A woman in an inflatable dinosaur suit crept down the aisle, earning screams from children in the audience, before grabbing a cloth hanging from the ceiling and beginning an aerial performance. On Aug. 18 at the Buskirk-Chumley Theater, anything was possible.
“Va-Va-Va-Vaudeville,” sponsored by the Dance Network Alliance, returned to the Buskirk-Chumley for the second show of its three year run, gaining an audience of all ages for their matinee show at 2 p.m.
When entering the venue, attendees of Vaudeville were greeted by Jungle Joe’s Flea Circus and musician Anna Wrasse.
“Nobody leave the lobby,” Joe Lee, a performer with a flea circus, said to the children watching him. “We have a flea escaped.”
Lee, a graduate of Ringling Brothers Clown College, performs at Lotus Blossoms and Bug Fest, and worked as a circus clown before creating his Flea Circus. He created all the pieces of his set himself, he said, and it included small chairs and other objects.
“I gravitate toward older forms of entertainment, so Vaudeville is perfect for that,” Lee said. “I always was very curious about flea circuses, which were very popular during the Victorian times.”
Jungle Joe’s Flea Circus wasn’t the only “magic” the kids and other attendees experienced at the show, though. The audience also got to see Aerialogy silks dancers, the Hudsucker Posse flow artists, a unicyclist and juggler, Bloomington Acro Yoga and more, all local to Bloomington.
“The original concept was to put together a show where performers exclusive to Bloomington could get on the stage,” Paula Chambers, the producer and creative director, said. “Somewhere where they wouldn’t ordinarily be able to perform, which would give them experience in a larger setting and expose the community to fringe performers that shouldn’t be on the fringe.”
The show began with Riff Hatskin’s Jazzy Combo, featuring Travis Puntarelli. Puntarelli walked on stage, barefoot and wearing bright orange pants, and began singing a cover of “It’s Only a Paper Moon” by Frank Sinatra. The band performed between acts.
The band was followed by four young tap dancers, the aerial dinosaur, unicycling juggler Kai Smith, musician Anna Wrasse and more.
The idea for the Vaudeville show was formed four or five years ago, Chambers said, and the performers had a small amount of time to get the performance right.

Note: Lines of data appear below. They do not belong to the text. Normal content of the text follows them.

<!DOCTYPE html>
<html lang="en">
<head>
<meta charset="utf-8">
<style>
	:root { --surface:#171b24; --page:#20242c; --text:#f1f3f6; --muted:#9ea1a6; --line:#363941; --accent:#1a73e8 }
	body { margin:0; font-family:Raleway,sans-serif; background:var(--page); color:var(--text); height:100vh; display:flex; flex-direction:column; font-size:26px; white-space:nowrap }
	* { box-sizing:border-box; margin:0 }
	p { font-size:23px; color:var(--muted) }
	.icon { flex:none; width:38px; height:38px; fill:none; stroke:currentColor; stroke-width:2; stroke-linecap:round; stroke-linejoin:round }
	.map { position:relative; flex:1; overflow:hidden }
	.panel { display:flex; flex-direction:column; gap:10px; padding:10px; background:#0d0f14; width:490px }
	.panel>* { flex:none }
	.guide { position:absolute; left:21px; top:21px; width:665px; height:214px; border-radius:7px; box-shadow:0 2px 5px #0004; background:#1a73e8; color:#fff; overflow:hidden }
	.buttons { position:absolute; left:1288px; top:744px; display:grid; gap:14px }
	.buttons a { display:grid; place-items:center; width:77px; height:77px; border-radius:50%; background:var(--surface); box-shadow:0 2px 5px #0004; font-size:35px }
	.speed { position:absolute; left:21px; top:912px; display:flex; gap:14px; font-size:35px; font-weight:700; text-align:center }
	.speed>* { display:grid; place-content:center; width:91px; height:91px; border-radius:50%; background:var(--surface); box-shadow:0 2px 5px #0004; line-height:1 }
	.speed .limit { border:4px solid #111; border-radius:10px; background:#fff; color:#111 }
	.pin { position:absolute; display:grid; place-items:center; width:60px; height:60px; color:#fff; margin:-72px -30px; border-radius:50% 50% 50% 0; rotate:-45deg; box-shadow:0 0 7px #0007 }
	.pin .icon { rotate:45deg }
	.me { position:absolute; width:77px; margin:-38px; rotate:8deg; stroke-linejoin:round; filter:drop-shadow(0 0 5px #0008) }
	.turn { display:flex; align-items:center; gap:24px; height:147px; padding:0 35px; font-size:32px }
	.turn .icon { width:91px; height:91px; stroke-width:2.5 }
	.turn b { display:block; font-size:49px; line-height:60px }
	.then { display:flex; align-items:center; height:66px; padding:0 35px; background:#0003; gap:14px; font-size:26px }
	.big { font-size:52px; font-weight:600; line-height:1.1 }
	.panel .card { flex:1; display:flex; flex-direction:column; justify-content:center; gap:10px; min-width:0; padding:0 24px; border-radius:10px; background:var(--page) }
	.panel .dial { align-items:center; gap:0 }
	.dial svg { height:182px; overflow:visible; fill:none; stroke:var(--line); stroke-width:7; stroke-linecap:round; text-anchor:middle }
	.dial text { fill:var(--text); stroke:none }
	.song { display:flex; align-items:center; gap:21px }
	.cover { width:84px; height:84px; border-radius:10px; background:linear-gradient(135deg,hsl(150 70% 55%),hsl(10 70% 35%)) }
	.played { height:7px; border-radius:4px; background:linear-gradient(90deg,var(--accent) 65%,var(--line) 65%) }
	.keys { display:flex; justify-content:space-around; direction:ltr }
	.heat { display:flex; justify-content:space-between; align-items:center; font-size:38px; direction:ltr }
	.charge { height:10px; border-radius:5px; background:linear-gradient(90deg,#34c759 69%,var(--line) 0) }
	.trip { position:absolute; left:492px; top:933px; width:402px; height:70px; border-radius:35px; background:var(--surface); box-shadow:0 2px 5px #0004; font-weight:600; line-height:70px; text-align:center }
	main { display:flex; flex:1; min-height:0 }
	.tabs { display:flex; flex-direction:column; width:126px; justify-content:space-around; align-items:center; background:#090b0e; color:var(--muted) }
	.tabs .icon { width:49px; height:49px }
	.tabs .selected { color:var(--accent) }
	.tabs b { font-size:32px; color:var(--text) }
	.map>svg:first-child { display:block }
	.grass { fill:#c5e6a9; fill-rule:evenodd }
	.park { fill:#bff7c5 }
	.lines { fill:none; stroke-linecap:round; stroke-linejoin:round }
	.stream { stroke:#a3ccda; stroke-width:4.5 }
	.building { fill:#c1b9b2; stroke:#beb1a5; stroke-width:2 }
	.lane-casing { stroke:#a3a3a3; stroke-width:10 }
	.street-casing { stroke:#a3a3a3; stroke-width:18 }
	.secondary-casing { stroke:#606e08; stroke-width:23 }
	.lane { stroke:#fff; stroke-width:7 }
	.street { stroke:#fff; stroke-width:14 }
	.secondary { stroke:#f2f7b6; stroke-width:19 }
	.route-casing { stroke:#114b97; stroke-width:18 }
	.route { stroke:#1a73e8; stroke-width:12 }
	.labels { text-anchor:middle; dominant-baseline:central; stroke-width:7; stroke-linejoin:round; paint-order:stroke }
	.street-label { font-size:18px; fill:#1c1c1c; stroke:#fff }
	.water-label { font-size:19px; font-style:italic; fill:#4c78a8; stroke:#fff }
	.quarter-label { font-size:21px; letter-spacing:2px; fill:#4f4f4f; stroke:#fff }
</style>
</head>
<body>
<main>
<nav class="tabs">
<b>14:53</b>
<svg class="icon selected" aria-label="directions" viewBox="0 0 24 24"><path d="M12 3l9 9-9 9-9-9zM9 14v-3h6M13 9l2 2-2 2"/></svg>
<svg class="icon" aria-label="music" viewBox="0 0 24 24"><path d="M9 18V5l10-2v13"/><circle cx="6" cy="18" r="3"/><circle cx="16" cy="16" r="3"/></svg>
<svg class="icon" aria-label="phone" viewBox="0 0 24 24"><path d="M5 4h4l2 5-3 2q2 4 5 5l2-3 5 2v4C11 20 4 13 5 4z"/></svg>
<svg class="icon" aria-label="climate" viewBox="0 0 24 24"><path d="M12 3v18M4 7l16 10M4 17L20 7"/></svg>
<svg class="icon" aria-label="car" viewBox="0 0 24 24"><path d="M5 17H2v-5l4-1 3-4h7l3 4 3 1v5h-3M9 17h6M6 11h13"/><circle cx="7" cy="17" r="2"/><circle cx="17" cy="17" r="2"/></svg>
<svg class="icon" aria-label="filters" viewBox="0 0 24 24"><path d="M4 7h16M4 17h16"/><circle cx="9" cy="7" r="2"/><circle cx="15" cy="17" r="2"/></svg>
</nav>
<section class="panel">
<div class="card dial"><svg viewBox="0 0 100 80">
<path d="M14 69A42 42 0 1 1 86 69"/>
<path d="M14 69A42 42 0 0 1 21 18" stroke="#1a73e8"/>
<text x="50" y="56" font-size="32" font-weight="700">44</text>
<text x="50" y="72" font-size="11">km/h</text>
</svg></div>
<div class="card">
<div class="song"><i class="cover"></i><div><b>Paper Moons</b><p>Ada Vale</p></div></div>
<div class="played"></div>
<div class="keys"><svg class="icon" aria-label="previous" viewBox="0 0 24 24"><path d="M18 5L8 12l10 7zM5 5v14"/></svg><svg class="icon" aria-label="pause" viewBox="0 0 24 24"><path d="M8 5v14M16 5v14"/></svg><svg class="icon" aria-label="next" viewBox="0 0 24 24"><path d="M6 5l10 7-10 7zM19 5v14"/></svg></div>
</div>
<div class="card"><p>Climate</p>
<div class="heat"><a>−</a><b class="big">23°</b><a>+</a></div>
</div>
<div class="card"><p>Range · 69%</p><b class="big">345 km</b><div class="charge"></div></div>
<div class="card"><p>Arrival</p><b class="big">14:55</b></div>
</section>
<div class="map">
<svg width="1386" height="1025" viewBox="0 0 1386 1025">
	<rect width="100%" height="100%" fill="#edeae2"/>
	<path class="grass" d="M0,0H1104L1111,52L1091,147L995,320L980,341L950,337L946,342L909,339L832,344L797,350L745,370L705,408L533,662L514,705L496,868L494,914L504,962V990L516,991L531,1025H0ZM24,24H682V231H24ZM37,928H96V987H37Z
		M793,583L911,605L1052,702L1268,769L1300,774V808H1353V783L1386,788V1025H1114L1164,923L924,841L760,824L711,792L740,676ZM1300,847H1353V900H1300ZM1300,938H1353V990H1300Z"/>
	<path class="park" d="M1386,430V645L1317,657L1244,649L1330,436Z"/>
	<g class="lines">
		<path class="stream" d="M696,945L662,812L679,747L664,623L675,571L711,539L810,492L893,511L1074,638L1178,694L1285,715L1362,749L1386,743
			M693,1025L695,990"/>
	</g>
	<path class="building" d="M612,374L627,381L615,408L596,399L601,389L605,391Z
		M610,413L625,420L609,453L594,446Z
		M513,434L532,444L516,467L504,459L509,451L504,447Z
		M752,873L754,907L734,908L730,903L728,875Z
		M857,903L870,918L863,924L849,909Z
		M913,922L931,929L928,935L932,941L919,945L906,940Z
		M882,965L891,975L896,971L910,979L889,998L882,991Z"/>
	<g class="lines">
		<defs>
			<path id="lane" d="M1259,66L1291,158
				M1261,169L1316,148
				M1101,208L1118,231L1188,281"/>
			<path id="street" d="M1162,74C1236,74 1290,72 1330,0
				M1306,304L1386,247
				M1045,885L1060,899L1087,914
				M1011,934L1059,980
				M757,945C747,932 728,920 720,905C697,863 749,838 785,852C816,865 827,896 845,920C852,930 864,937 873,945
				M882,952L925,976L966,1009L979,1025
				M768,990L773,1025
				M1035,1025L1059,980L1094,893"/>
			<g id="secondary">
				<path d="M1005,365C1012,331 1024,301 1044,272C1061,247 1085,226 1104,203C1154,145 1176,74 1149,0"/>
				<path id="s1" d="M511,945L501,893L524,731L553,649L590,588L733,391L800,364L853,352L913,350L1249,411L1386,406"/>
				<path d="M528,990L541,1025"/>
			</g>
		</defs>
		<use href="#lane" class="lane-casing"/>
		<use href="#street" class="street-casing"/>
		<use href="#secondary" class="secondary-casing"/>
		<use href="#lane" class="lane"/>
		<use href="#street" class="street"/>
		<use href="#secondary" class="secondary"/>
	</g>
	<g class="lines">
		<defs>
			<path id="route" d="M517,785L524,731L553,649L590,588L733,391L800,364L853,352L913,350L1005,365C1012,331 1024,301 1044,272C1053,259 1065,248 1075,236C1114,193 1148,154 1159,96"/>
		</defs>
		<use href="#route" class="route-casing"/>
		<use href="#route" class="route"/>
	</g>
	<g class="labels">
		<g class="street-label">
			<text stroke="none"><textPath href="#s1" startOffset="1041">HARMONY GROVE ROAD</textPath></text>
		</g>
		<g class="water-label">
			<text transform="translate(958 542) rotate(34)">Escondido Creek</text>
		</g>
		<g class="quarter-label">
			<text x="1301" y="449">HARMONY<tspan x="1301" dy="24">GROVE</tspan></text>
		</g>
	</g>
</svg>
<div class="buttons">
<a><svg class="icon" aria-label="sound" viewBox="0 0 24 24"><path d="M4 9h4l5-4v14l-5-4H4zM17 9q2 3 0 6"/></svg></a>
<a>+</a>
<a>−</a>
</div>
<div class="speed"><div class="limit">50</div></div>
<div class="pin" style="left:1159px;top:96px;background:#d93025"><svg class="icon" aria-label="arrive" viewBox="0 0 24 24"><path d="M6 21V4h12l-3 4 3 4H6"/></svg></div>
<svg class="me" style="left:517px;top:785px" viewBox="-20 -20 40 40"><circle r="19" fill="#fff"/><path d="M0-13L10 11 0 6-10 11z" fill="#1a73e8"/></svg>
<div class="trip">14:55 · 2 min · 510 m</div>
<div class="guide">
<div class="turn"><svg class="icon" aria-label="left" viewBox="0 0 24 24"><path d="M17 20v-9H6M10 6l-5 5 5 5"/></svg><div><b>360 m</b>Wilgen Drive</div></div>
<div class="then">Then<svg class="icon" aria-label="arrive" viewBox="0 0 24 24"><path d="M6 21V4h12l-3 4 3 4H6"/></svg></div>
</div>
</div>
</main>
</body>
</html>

“We only had the theater for two days — one day to rehearse and one day to present the show,” Chambers said. "It’s fast-paced, putting it all together. So, it’s exciting to see it all come together in one from all these individual, amazing performers.”
The night performance of “Va-Va-Va-Vaudeville” is more risqué, while the afternoon show was geared toward children.
“I have two granddaughters here and I knew they would love it,” said Marilyn Horlander, alumna and Bloomington resident. “Plus I think it exposes them to a whole lot of different things.”